Covid-19: Kosmos Energy supports correctional institutions, families with $50,000

Leading Oil and Gas giant, Kosmos Energy Ghana has donated food relief and medical supplies valued at US$50,000 to three correctional institutions and 400 families at a ceremony in Accra.

The institutions are the James Camp Prisons, Senior Correctional Centre and Light Outreach Orphanage.

The donation is aimed at easing the unexpected pressures brought about by the Coronavirus pandemic.

Senior Vice President and Head of Ghana Business Unit of KOSMOS Energy, Mr. Joe Mensah, who presented the items to the beneficiaries reiterated the company’s commitment to channeling its Corporate Social Responsibility investments into building the entrepreneurial capacity of the disadvantaged youth across the country.

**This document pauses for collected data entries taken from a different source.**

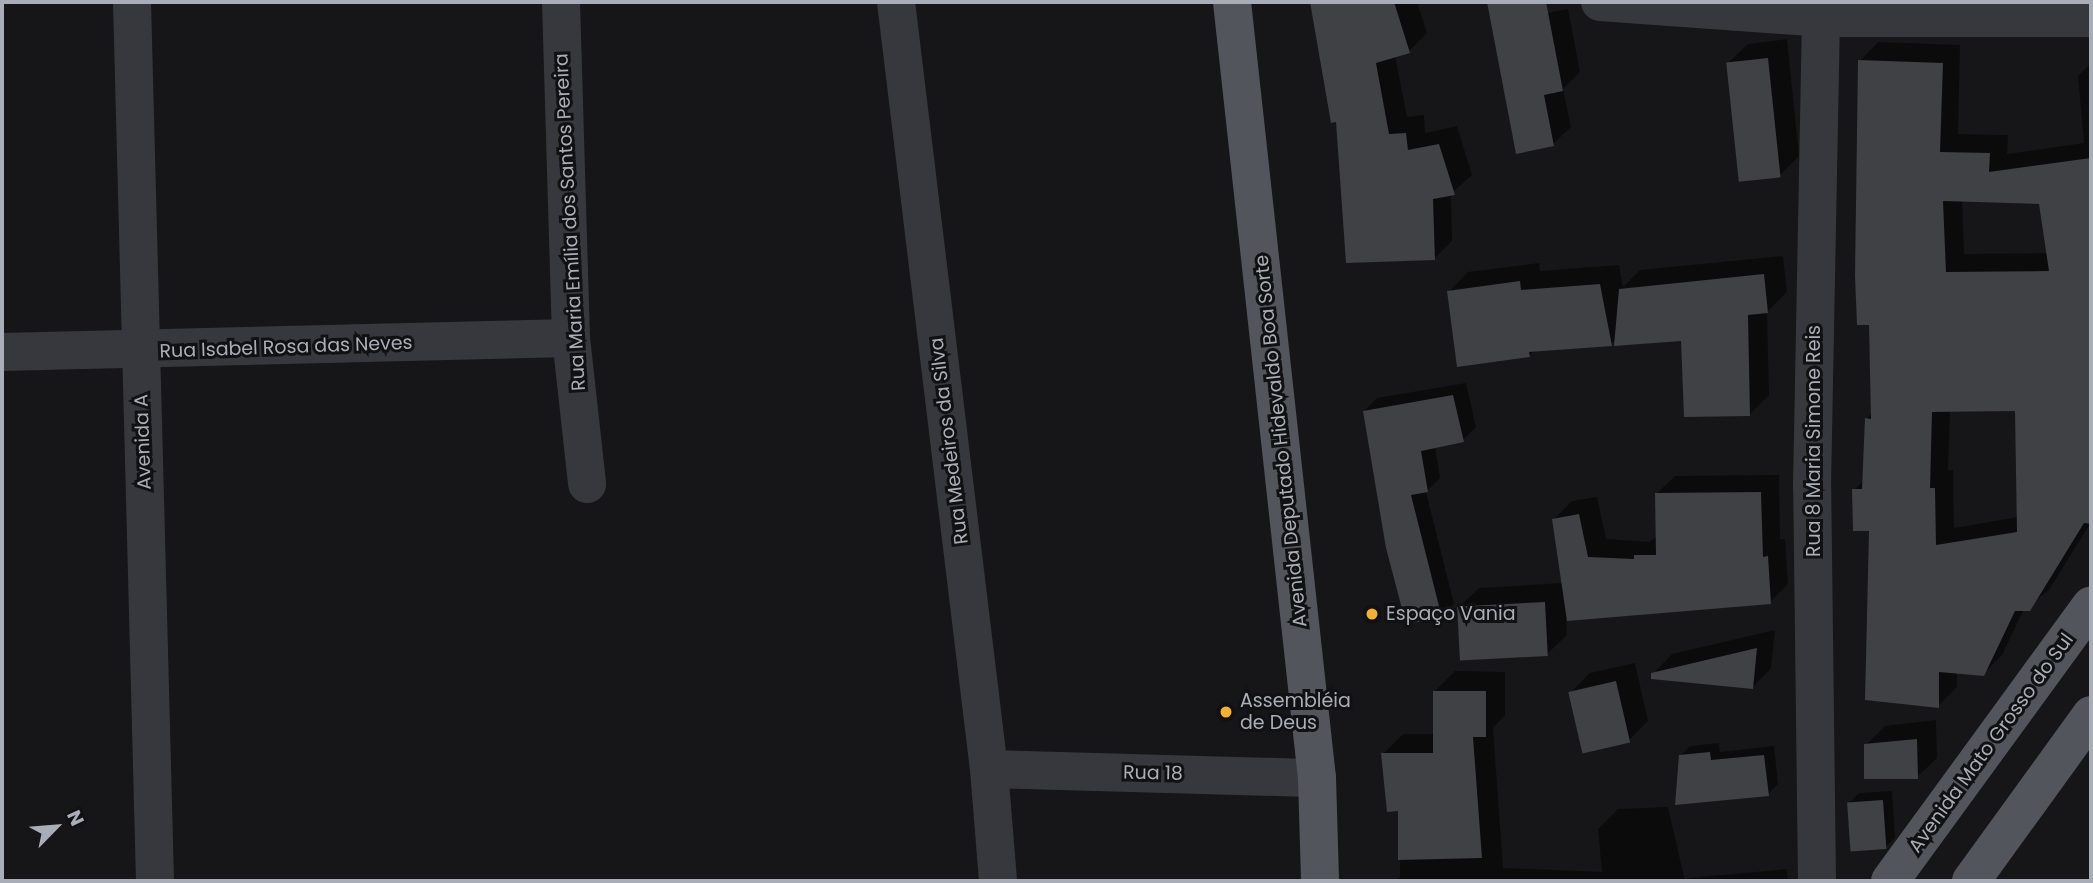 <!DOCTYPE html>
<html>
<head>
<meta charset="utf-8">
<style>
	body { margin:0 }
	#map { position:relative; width:2093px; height:883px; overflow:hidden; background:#161618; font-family:Poppins,sans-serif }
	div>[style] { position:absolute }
	.shadow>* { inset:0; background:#0007 }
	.building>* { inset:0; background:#404145; transform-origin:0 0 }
	.minor>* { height:38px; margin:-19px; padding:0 19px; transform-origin:19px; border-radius:19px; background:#37383d }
	.major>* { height:38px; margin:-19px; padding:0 19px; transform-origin:19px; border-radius:19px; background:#53555c }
	.dots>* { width:19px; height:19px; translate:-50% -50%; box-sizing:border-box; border:4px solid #111113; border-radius:50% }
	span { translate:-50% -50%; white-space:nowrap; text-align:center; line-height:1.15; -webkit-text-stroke:6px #111113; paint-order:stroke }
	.street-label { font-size:19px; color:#a8adb8 }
	.poi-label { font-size:19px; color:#a8adb8 }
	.left { translate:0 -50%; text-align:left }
	.frame { position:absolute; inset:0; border:4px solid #a8adb8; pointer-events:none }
	.north { position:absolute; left:21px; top:792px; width:70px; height:70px; -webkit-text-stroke:5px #111113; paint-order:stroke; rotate:65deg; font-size:19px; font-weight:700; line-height:28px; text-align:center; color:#a8adb8 }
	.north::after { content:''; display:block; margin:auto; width:24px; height:32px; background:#a8adb8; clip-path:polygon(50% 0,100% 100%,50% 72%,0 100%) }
</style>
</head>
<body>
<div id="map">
	<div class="shadow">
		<div style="clip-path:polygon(1311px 2px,1417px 2px,1427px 33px,1409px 51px,1395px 55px,1407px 117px,1424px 115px,1425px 133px,1457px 126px,1472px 175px,1451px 194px,1452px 241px,1434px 259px,1338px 120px,1332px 121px)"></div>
		<div style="clip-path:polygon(1568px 9px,1580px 72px,1563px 89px,1571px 127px,1553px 144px,1513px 20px)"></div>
		<div style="clip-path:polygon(1787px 39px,1799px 156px,1780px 175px,1728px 63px,1748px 44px)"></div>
		<div style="clip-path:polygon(evenodd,1878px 42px,1960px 45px,1958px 134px,2008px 135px,2007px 154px,2084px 143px,2078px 76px,2091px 63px,2091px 522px,2049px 590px,2024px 609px,2002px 655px,1983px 674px,1957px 672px,1957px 687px,1938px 706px,1854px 490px,1865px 479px,1866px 419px,1872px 413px,1860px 61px,1878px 42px,1962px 200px,2041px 202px,2048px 253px,1964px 254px,1962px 200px,1878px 42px,2017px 409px,2018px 517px,1954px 528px,1953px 470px,1948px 470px,1950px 410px,2017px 409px)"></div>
		<div style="clip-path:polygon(1783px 256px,1787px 292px,1767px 312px,1769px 395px,1750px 414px,1683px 339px,1616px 339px,1611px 344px,1535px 350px,1529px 356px,1449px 292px,1468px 272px,1539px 263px,1540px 271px,1619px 265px,1623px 287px,1640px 270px)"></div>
		<div style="clip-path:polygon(1466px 383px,1476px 427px,1463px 440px,1435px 446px,1440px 478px,1426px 492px,1454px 604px,1441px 617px,1364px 411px,1377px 398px)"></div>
		<div style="clip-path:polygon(1779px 475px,1780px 539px,1785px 539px,1788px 584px,1770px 602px,1566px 619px,1567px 635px,1547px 654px,1459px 607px,1479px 588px,1563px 583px,1554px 519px,1572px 501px,1597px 497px,1606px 539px,1649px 542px,1657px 537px,1656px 494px,1675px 476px)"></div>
		<div style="clip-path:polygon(1775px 630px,1771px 668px,1752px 688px,1653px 674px,1672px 654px)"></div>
		<div style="clip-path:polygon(1635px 663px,1648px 721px,1629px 740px,1570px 693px,1590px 673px)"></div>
		<div style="clip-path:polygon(1455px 671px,1505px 672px,1505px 715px,1493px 728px,1503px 868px,1602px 872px,1598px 829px,1618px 809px,1668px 807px,1685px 881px,1395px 881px,1400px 877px,1400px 809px,1383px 754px,1403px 734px,1435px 734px,1435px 691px)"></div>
		<div style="clip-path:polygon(1936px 720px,1937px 758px,1917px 777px,1866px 745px,1885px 726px)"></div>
		<div style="clip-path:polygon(1719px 743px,1720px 752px,1774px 746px,1778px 784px,1768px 794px,1681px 755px,1690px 746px)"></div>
		<div style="clip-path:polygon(1892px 791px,1895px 838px,1885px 847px,1849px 803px,1859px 793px)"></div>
		<div style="clip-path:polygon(1787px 869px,1788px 881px,1685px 881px,1689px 878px)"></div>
	</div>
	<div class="building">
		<div style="clip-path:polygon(1310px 2px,1394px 2px,1410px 53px,1376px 63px,1389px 134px,1406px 133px,1408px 150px,1439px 144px,1455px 195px,1433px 199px,1435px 260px,1346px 263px,1336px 122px,1331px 123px)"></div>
		<div style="clip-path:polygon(1487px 2px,1546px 2px,1563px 91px,1544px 95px,1554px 146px,1516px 154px)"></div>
		<div style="left:1768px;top:58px;width:120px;height:42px;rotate:84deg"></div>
		<div style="clip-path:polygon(evenodd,1858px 60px,1943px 63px,1940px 152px,1990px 153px,1989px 172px,2091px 158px,2091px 524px,2084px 523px,2030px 611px,2015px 611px,1984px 676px,1939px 672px,1939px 708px,1865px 700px,1869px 531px,1853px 531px,1852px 489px,1862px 489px,1865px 418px,1871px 419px,1869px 325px,1857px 325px,1855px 276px,1858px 60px,1943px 201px,2039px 204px,2049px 271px,1946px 272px,1943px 201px,1858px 60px,2015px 411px,2017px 532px,1936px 545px,1935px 488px,1930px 488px,1932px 412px,2015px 411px)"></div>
		<div style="clip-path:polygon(1764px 274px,1768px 313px,1748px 315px,1750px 416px,1684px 417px,1681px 341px,1614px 346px,1619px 289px)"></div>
		<div style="clip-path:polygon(1520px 281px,1521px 290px,1600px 284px,1612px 346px,1529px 352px,1530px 357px,1457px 367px,1447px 291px)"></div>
		<div style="clip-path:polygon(1453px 395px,1464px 442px,1421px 451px,1428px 492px,1411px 495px,1442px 618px,1406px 624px,1386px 548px,1363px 411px)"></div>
		<div style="clip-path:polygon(1761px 492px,1763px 557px,1768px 556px,1771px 604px,1567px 621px,1552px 519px,1579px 514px,1588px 557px,1634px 559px,1634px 555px,1656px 555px,1655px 493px)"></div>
		<div style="left:1545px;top:602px;width:54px;height:88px;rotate:87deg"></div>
		<div style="clip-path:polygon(1757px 648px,1753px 689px,1651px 679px,1651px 673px)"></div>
		<div style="left:1616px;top:681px;width:63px;height:49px;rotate:77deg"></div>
		<div style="clip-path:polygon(1433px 691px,1486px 691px,1486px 737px,1473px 737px,1482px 858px,1398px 860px,1398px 811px,1387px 812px,1381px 753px,1433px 753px)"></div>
		<div style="clip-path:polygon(1917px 739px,1918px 779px,1864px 779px,1864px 744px)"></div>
		<div style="clip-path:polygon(1710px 752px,1711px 760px,1764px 755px,1769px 796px,1675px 805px,1679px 755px)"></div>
		<div style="left:1883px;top:800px;width:49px;height:36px;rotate:86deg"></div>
	</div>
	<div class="minor">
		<div style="left:132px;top:2px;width:879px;rotate:88.5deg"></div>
		<div style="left:561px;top:2px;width:336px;rotate:88.3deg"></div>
		<div style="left:571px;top:338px;width:147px;rotate:83.7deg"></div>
		<div style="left:896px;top:2px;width:773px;rotate:83.09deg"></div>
		<div style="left:989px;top:769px;width:112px;rotate:85.4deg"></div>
		<div style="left:1600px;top:2px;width:222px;rotate:4.1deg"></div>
		<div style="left:1821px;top:18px;width:270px"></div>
		<div style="left:2px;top:352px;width:569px;rotate:-1.41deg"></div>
		<div style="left:989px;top:769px;width:328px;rotate:1.6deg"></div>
		<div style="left:1817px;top:881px;width:395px;rotate:-90.7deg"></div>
		<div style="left:1812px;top:486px;width:484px;rotate:-88.9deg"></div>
	</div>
	<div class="major">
		<div style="left:1232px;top:2px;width:781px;rotate:83.75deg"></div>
		<div style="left:1317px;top:778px;width:103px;rotate:88.3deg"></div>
		<div style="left:1890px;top:881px;width:341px;rotate:-53.9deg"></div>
		<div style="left:1971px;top:881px;width:205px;rotate:-54.1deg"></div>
	</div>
	<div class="dots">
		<div style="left:1372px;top:614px;background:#f2b134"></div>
		<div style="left:1226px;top:712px;background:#f2b134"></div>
	</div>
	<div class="street-label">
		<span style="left:570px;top:222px;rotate:-93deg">Rua Maria Emília dos Santos Pereira</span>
		<span style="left:286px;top:347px;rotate:-2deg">Rua Isabel Rosa das Neves</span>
		<span style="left:949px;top:441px;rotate:-97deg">Rua Medeiros da Silva</span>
		<span style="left:1281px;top:441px;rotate:-96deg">Avenida Deputado Hidevaldo Boa Sorte</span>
		<span style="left:1814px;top:441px;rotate:-90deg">Rua 8 Maria Simone Reis</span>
		<span style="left:143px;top:442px;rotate:-92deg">Avenida A</span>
		<span style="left:1991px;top:743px;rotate:-54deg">Avenida Mato Grosso do Sul</span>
		<span style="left:1153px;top:773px;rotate:1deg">Rua 18</span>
	</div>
	<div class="poi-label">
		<span class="left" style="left:1386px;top:614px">Espaço Vania</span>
		<span class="left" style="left:1240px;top:712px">Assembléia<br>de Deus</span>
	</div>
	<div class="frame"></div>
	<div class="north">N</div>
</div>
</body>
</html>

He said the James Camp Prison was selected because the inmates had started a training programme under the Agricultural Farming Sector and needed assistance.

The Coronavirus pandemic has fostered a wave of innovation, in the world of entrepreneurship thus the need to develop policies and programmes to enable the disadvantaged youth realise their potential.  We are hopeful the snails and mushrooms rearing will generate additional income for the prisons,” he said.

He also cut the sod for agricultural production of snails and mushrooms rearing for inmates of the James Camp Prisons noting that the COVID-19 situation informed KOSMOS’s decision to extend support to social institutions and the vulnerable in the country, adding that the presentation formed part of KOSMOS’s corporate social responsibility.

The Greater Accra Regional Commandant of Prison Officers Training School, Mr Patrick Darko Missah, who received the items on behalf of the James Camp Prisons Service, expressed gratitude to KOSMOS Energy for the support and said the farming project would soon be replicated in other prisons.

He appealed to other civil society organisations, private entities, non-governmental organisations and churches to partner the Service to “transform the lives of those in custody so that whenever they out of prisons they would be useful in society.”